Challenges of News Recommendation

Severe cold start problem: New articles posted continuously. Usefulness of articles diminishes quickly.

Survival time distribution of news articles

Survival time of more than 84.5% news articles is less than two days.
Estimated using the time interval between first and last appearance time of articles in the MIND dataset.

Challenges of News Recommendation

A user may get bored by a news feed with lack of diversity. Articles from a variety of topics may be more interesting.
Overly personalized news feeds give can give a narrow view of the world.

The last point can be a result of over-emphasis on prediction accuracy. Beyond-accuracy metrics may help.

MIND

Microsoft News Dataset, created for the research of news recommendation.

behaviors: The click histories and impression logs of users
news: The information of news articles
entity embeddings: The embeddings of entities in news extracted from knowledge graph
relation embedding: The embeddings of relations between entities extracted from knowledge graph

NRMS

Model from Microsoft
Best performing model in the MIND paper.

Evaluation Metrics for Recommendation Systems

Accuracy
Beyond accuracy

Hit Rate at \(k\) (HR@\(k\))
Mean Average Precision at \(k\) (MAP@\(k\))
Normalized Discounted Cumulative Gain (NDCG@\(k\))
Mean Reciprocal Rank (MRR)

Diversity at k (Div@k)
Novelty at k (Nov@k)
Catalog coverage (CC)

Unlike accuracy metrics, which are computed using a test set, beyond-accuracy metrics are computed on the final recommendation list.

Hit Rate

Hit rate at \(k\)

Percent of users who had a “positive” item in their top-\(k\) recommendation list.

No penalization for location of positive(s) in list.

Mean Average Precision

Contrary to HR@\(k\), we penalize for “positive” items that are lower in the list (considering the top \(k\) only).

Average precision at \(k\)

\[ AP@k = \frac{1}{m} ∑_{i=1}^k P(i) * rel(i) \] where \(P(i)\) is the precision at \(i\) of the \(i^{th}\) item, \(rel(i)\) is the relevance of the \(i^{th}\) item (0 or 1), and \(m=min(k, \text{number of relevant items in full item space})\).

Calculate the mean over all users to obtain MAP@\(k\).

NDCG

Similar to MAP@\(k\), NDCG@\(k\) also penalizes “positive” items that are lower on the recommendation list.

Normalized Discounted Cumulative Gain at \(k\)

\[ NDCG@k = \frac{DCG_k}{IDCG_k}, \text{ where } DCG_k = \sum_{i=1}^k \frac{rel(i)}{log_2(i+1)} \text{ and } IDCG_k = \sum_{i=1}^{|REL_k|} \frac{rel(i)}{log_2(i+1)} \]

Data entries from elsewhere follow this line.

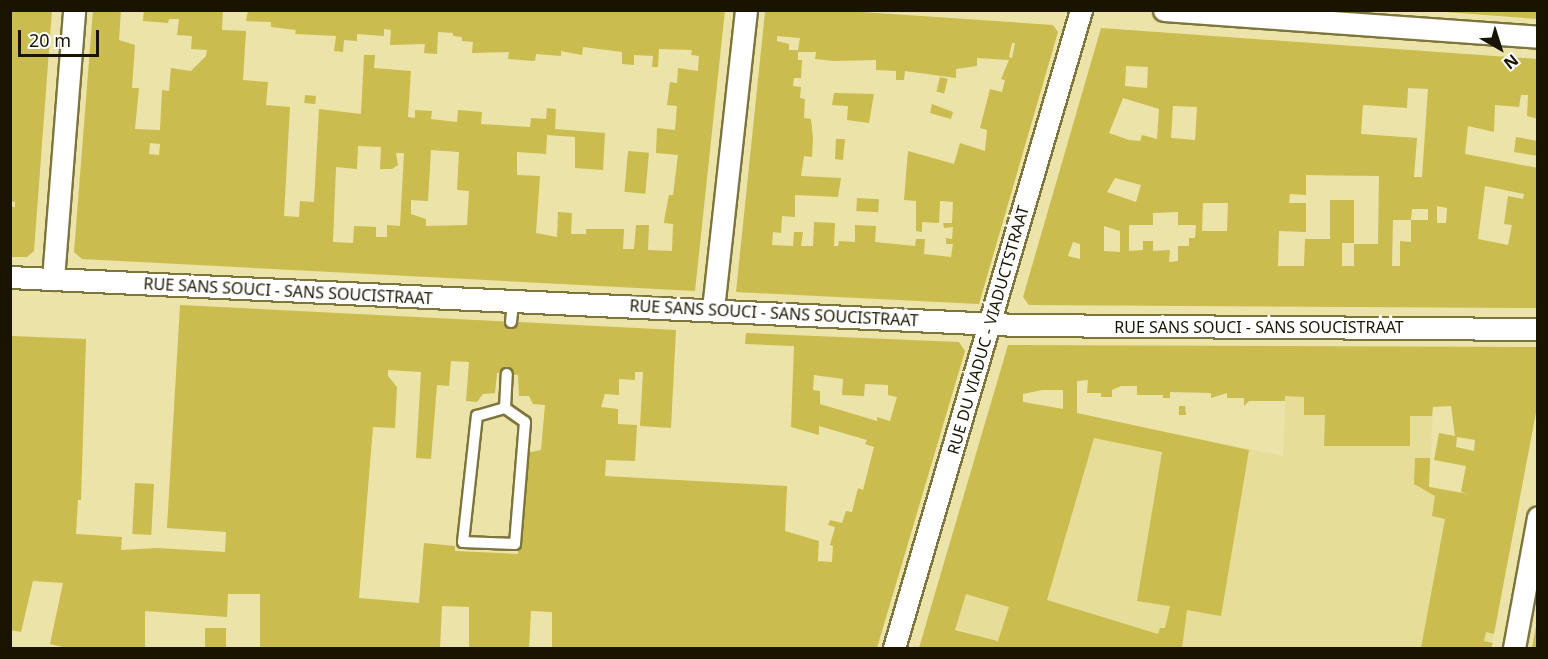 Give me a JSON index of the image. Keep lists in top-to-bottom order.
{
  "streets": {
    "street": ["RUE SANS SOUCI - SANS SOUCISTRAAT", "RUE DU VIADUC - VIADUCTSTRAAT"]
  },
  "crossings": [
    ["RUE SANS SOUCI - SANS SOUCISTRAAT", "RUE DU VIADUC - VIADUCTSTRAAT"]
  ],
  "scale_bar": "20 m",
  "north": "bottom right"
} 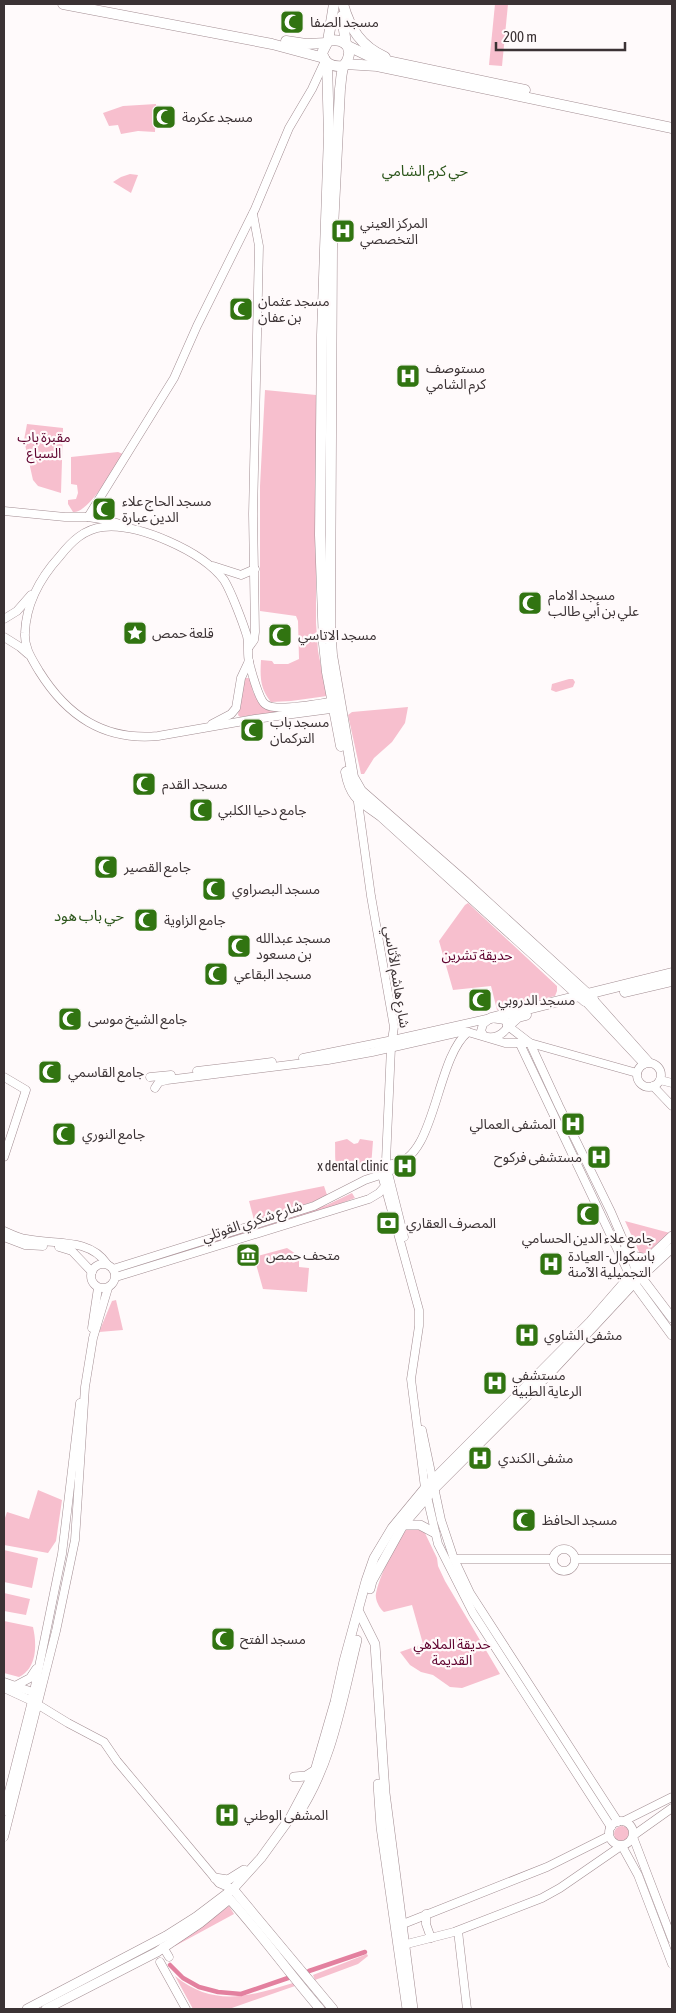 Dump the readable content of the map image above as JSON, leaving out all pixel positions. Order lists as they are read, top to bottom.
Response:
{
  "streets": {
    "main road": ["شارع هاشم الأتاسي", "شارع شكري القوتلي"]
  },
  "crossings": [
    ["شارع هاشم الأتاسي", "شارع شكري القوتلي"]
  ],
  "districts": ["حي كرم الشامي", "حي باب هود"],
  "parks": ["مقبرة باب السباع", "حديقة تشرين", "حديقة الملاهي القديمة"],
  "places": {
    "mosque": [
      "مسجد الصفا",
      "مسجد عكرمة",
      "مسجد عثمان بن عفان",
      "مسجد الحاج علاء الدين عبارة",
      "مسجد الامام علي بن أبي طالب",
      "مسجد الاتاسي",
      "مسجد باب التركمان",
      "مسجد القدم",
      "جامع دحيا الكلبي",
      "جامع القصير",
      "مسجد البصراوي",
      "جامع الزاوية",
      "مسجد عبدالله بن مسعود",
      "مسجد البقاعي",
      "مسجد الدروبي",
      "جامع الشيخ موسى",
      "جامع القاسمي",
      "جامع النوري",
      "جامع علاء الدين الحسامي",
      "مسجد الحافظ",
      "مسجد الفتح"
    ],
    "hospital": [
      "المركز العيني التخصصي",
      "مستوصف كرم الشامي",
      "المشفى العمالي",
      "مستشفى فركوح",
      "x dental clinic",
      "باسكوال- العيادة التجميلية الآمنة",
      "مشفى الشاوي",
      "مستشفى الرعاية الطبية",
      "مشفى الكندي",
      "المشفى الوطني"
    ],
    "place": ["قلعة حمص"],
    "bank": ["المصرف العقاري"],
    "museum": ["متحف حمص"]
  },
  "scale_bar": "200 m"
} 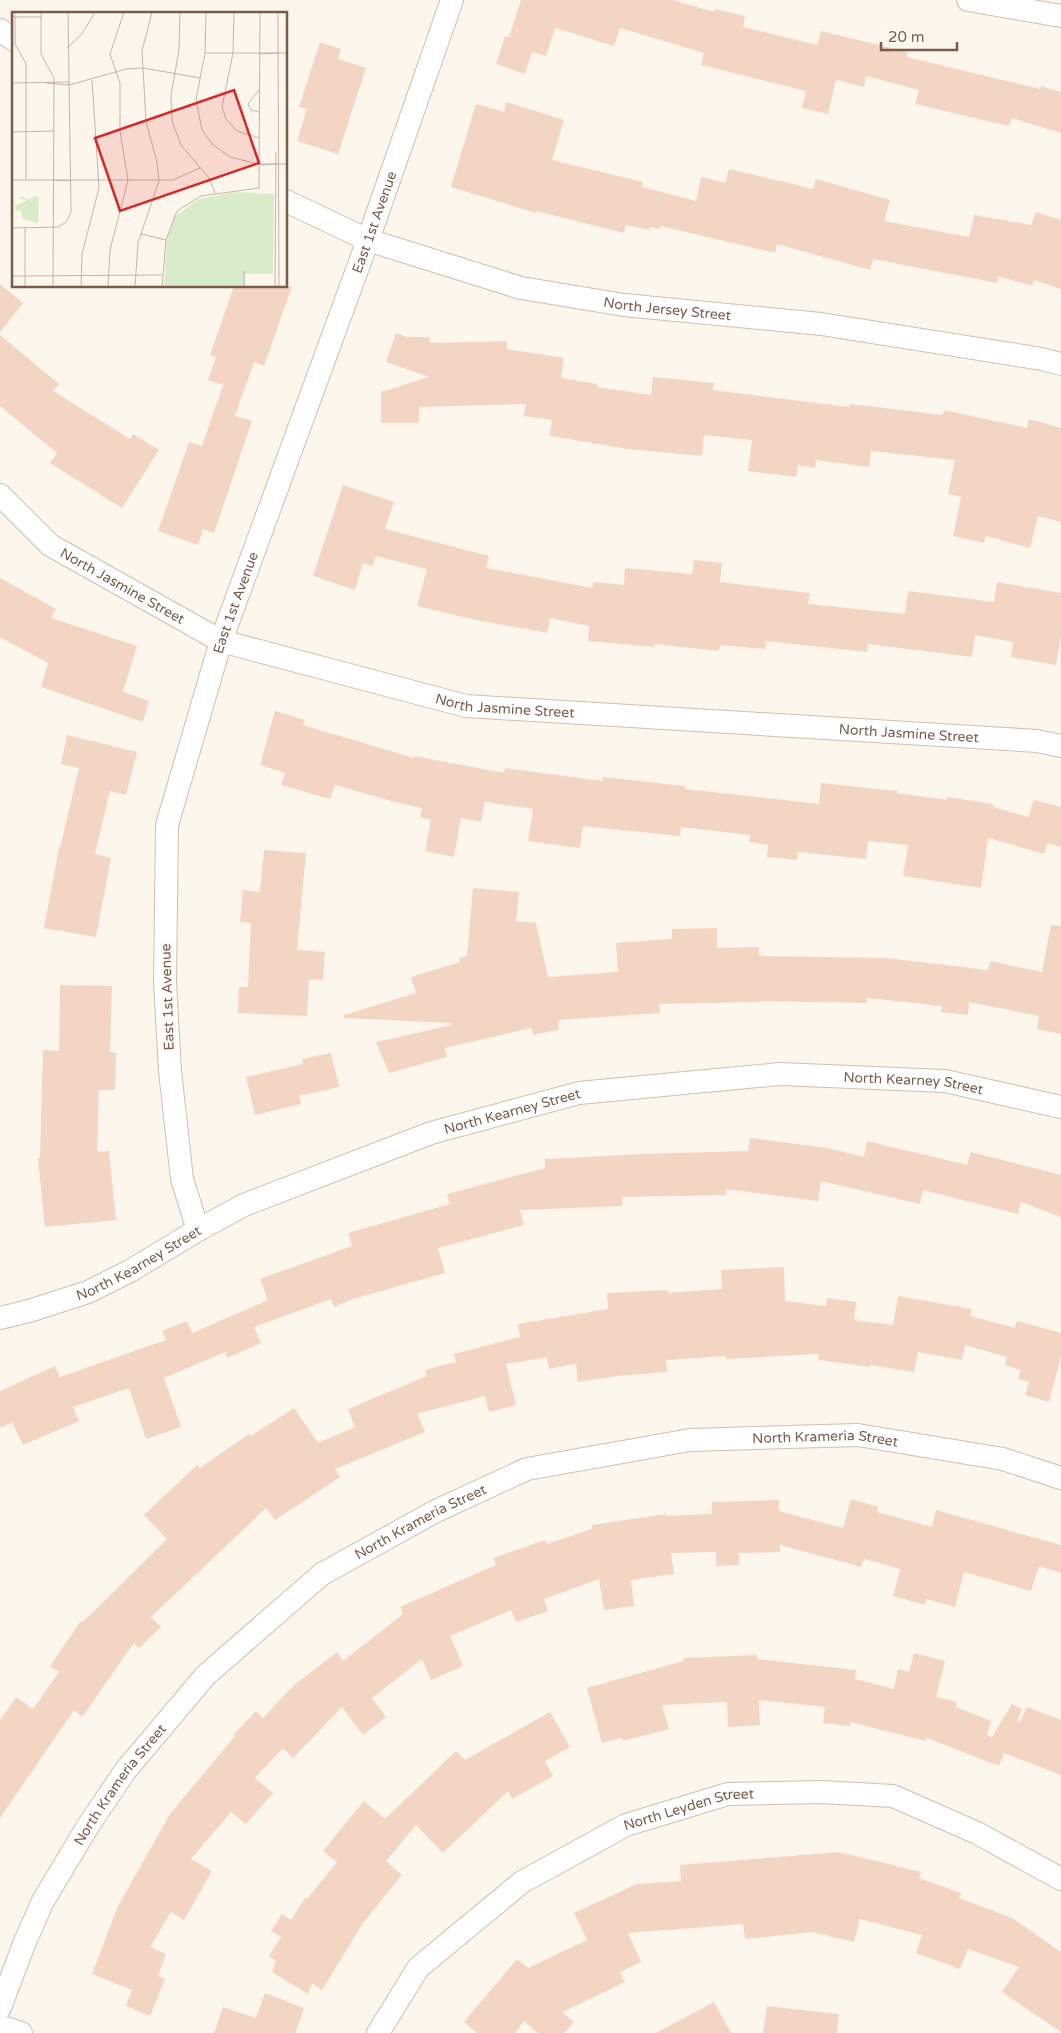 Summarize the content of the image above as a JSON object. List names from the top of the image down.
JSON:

REL\(_k\) is the list of \(k\) relevant items. The “I” in IDCG stands for “ideal.” The above is computed for each user and then averaged over all users.

Mean Reciprocal Rank

The mean across users of the reciprocal rank of their first relevant item.

Mean Reciprocal Rank

Let \(u\) be a user in the set of users \(U\). Let \(r_u\) be the rank of the first relevant item for user \(u\). Then,
\[ MRR = \frac{1}{|U|}\sum_{u\in U} \frac{1}{r_u}. \]

Beyond Accuracy: Catalog Coverage

Catalog coverage at \(k\)

The percentage of the full set of items that are recommended to at least one user (considering users’ top-\(k\) recommendation lists).

Beyond Accuracy: Diversity

Diversity at \(k\)

Aggregate (mean) dissimilarity between pairs of user’s recommendation lists.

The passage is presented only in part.